◆ **About this exercise**
From start to finish, set down the entries below exactly, leaving out the pictures.

(Stored data)
_____

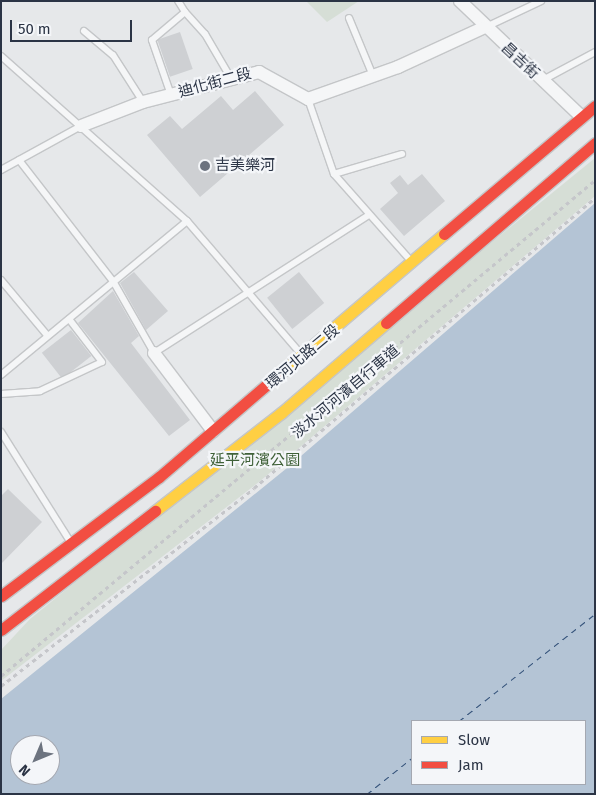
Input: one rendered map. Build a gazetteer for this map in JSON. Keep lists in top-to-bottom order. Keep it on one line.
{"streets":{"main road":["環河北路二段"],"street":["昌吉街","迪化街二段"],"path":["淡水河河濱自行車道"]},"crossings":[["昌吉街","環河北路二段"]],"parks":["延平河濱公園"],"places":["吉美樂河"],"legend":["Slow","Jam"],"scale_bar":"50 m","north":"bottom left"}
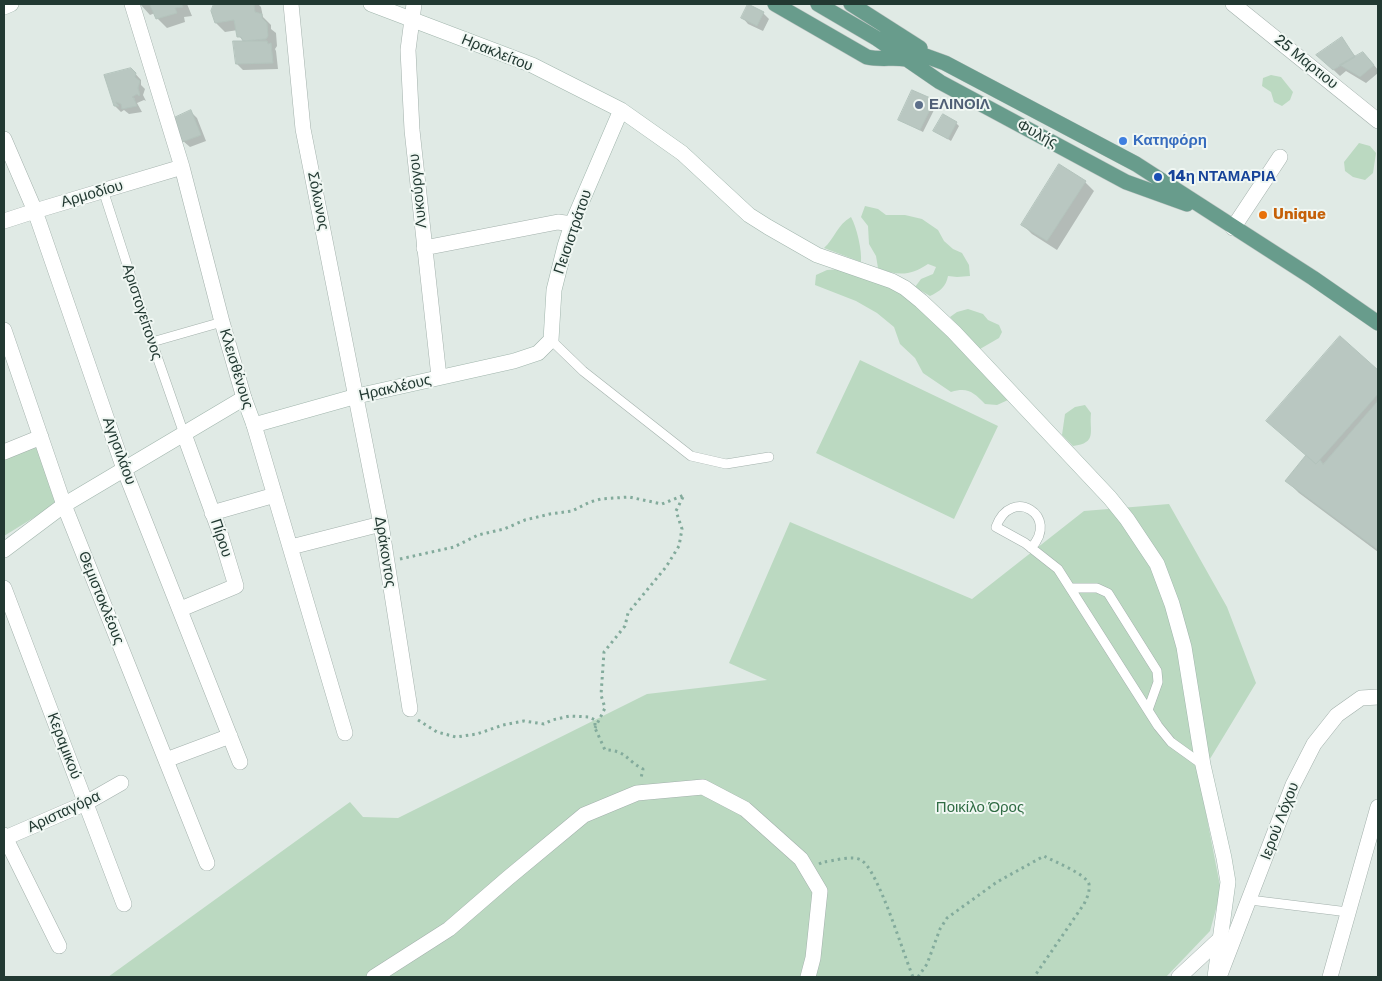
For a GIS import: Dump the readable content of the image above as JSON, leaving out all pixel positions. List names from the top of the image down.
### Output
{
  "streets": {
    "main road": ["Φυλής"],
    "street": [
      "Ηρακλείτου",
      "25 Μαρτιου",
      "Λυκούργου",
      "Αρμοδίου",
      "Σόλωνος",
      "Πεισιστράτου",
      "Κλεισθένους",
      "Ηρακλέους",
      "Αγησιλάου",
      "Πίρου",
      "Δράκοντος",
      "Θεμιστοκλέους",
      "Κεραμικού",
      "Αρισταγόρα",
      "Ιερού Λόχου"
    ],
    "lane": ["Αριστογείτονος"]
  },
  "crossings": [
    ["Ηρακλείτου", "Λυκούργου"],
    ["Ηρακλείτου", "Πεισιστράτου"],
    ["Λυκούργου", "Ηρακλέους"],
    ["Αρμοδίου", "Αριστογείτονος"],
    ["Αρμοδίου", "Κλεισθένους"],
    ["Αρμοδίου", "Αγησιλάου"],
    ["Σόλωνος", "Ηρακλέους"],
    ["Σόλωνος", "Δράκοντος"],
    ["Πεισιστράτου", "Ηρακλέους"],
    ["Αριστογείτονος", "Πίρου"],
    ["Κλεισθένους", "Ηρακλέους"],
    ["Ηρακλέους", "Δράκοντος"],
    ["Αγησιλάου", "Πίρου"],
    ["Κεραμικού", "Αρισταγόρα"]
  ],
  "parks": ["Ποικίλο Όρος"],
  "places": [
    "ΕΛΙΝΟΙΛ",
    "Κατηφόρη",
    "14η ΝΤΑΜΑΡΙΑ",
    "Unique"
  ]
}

_____

◆ **Answer box**
Input: one rendered map. Build a gazetteer for this map in JSON. Keep lists in top-to-bottom order. Keep it on one line.
{"streets":{"main road":["環河北路二段"],"street":["昌吉街","迪化街二段"],"path":["淡水河河濱自行車道"]},"crossings":[["昌吉街","環河北路二段"]],"parks":["延平河濱公園"],"places":["吉美樂河"],"legend":["Slow","Jam"],"scale_bar":"50 m","north":"bottom left"}
For a GIS import: Dump the readable content of the image above as JSON, leaving out all pixel positions. List names from the top of the image down.
### Output
{
  "streets": {
    "main road": ["Φυλής"],
    "street": [
      "Ηρακλείτου",
      "25 Μαρτιου",
      "Λυκούργου",
      "Αρμοδίου",
      "Σόλωνος",
      "Πεισιστράτου",
      "Κλεισθένους",
      "Ηρακλέους",
      "Αγησιλάου",
      "Πίρου",
      "Δράκοντος",
      "Θεμιστοκλέους",
      "Κεραμικού",
      "Αρισταγόρα",
      "Ιερού Λόχου"
    ],
    "lane": ["Αριστογείτονος"]
  },
  "crossings": [
    ["Ηρακλείτου", "Λυκούργου"],
    ["Ηρακλείτου", "Πεισιστράτου"],
    ["Λυκούργου", "Ηρακλέους"],
    ["Αρμοδίου", "Αριστογείτονος"],
    ["Αρμοδίου", "Κλεισθένους"],
    ["Αρμοδίου", "Αγησιλάου"],
    ["Σόλωνος", "Ηρακλέους"],
    ["Σόλωνος", "Δράκοντος"],
    ["Πεισιστράτου", "Ηρακλέους"],
    ["Αριστογείτονος", "Πίρου"],
    ["Κλεισθένους", "Ηρακλέους"],
    ["Ηρακλέους", "Δράκοντος"],
    ["Αγησιλάου", "Πίρου"],
    ["Κεραμικού", "Αρισταγόρα"]
  ],
  "parks": ["Ποικίλο Όρος"],
  "places": [
    "ΕΛΙΝΟΙΛ",
    "Κατηφόρη",
    "14η ΝΤΑΜΑΡΙΑ",
    "Unique"
  ]
}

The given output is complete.